─── Available data

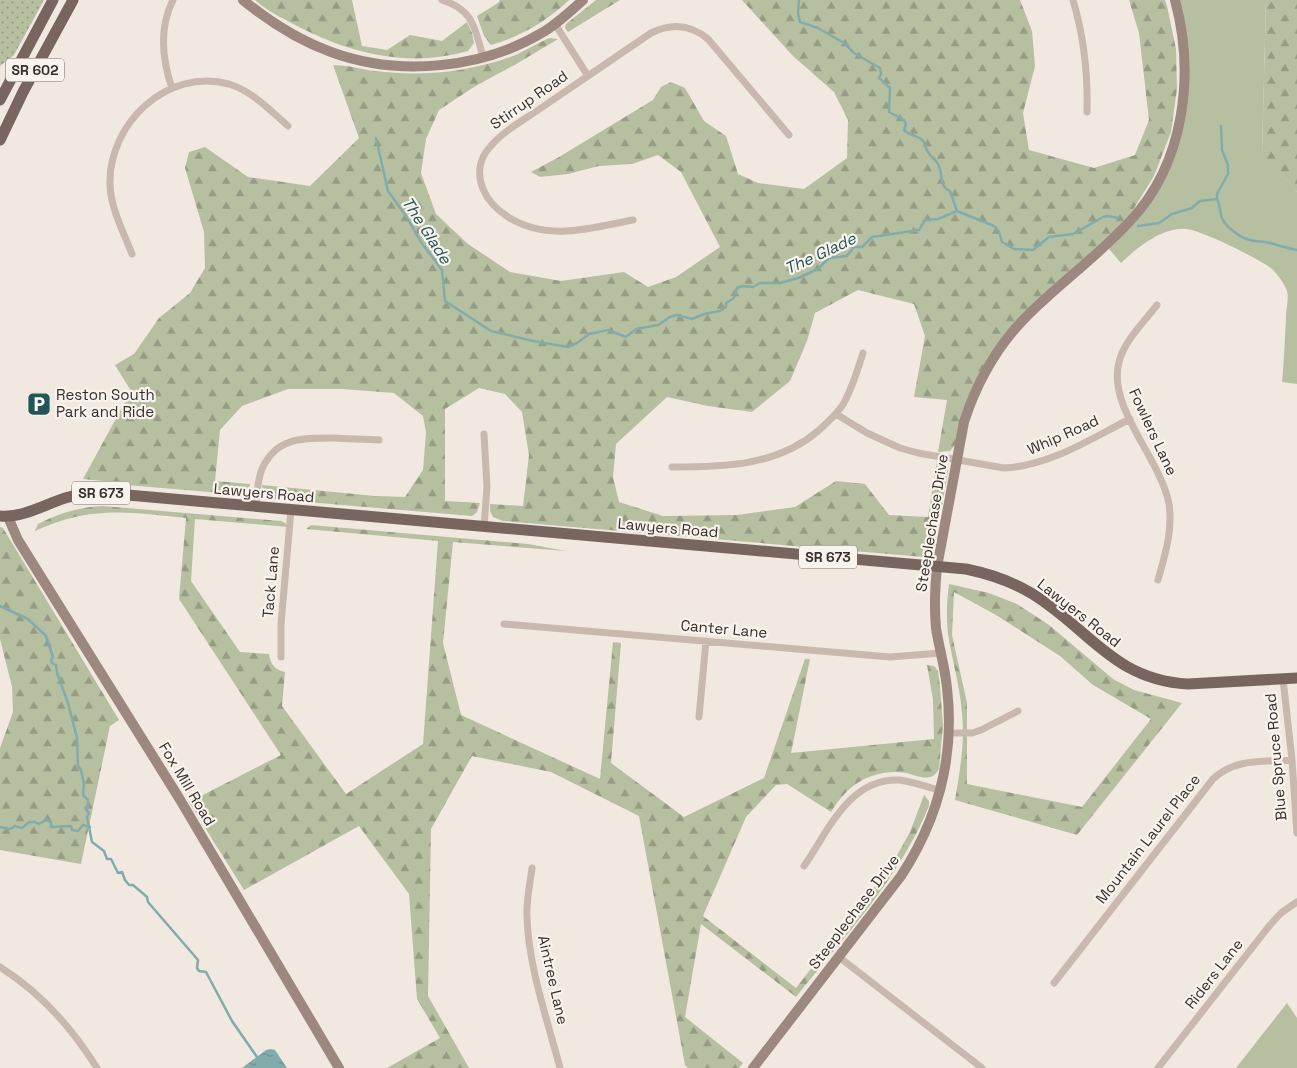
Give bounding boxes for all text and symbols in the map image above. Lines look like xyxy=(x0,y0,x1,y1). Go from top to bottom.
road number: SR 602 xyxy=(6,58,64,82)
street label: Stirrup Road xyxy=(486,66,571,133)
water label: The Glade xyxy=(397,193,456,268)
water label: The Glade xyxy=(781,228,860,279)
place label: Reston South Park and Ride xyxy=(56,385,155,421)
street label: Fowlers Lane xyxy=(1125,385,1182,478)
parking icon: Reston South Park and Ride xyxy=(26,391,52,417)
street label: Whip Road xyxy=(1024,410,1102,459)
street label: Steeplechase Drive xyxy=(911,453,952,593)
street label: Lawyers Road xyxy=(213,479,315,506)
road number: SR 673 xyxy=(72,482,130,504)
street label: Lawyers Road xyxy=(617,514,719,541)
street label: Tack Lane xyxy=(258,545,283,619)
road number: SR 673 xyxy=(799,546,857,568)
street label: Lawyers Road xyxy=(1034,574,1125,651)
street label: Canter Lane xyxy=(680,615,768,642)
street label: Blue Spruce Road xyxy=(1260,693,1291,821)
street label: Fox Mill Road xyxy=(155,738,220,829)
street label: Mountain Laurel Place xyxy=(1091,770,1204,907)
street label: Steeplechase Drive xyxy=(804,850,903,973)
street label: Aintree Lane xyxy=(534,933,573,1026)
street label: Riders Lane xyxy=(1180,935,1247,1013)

──────

Your goal:
Every record above should be written out again exactly; the pictures stay out of the copy.

Output for this task:
Give bounding boxes for all text and symbols in the map image above. Lines look like xyxy=(x0,y0,x1,y1). Go from top to bottom.
road number: SR 602 xyxy=(6,58,64,82)
street label: Stirrup Road xyxy=(486,66,571,133)
water label: The Glade xyxy=(397,193,456,268)
water label: The Glade xyxy=(781,228,860,279)
place label: Reston South Park and Ride xyxy=(56,385,155,421)
street label: Fowlers Lane xyxy=(1125,385,1182,478)
parking icon: Reston South Park and Ride xyxy=(26,391,52,417)
street label: Whip Road xyxy=(1024,410,1102,459)
street label: Steeplechase Drive xyxy=(911,453,952,593)
street label: Lawyers Road xyxy=(213,479,315,506)
road number: SR 673 xyxy=(72,482,130,504)
street label: Lawyers Road xyxy=(617,514,719,541)
street label: Tack Lane xyxy=(258,545,283,619)
road number: SR 673 xyxy=(799,546,857,568)
street label: Lawyers Road xyxy=(1034,574,1125,651)
street label: Canter Lane xyxy=(680,615,768,642)
street label: Blue Spruce Road xyxy=(1260,693,1291,821)
street label: Fox Mill Road xyxy=(155,738,220,829)
street label: Mountain Laurel Place xyxy=(1091,770,1204,907)
street label: Steeplechase Drive xyxy=(804,850,903,973)
street label: Aintree Lane xyxy=(534,933,573,1026)
street label: Riders Lane xyxy=(1180,935,1247,1013)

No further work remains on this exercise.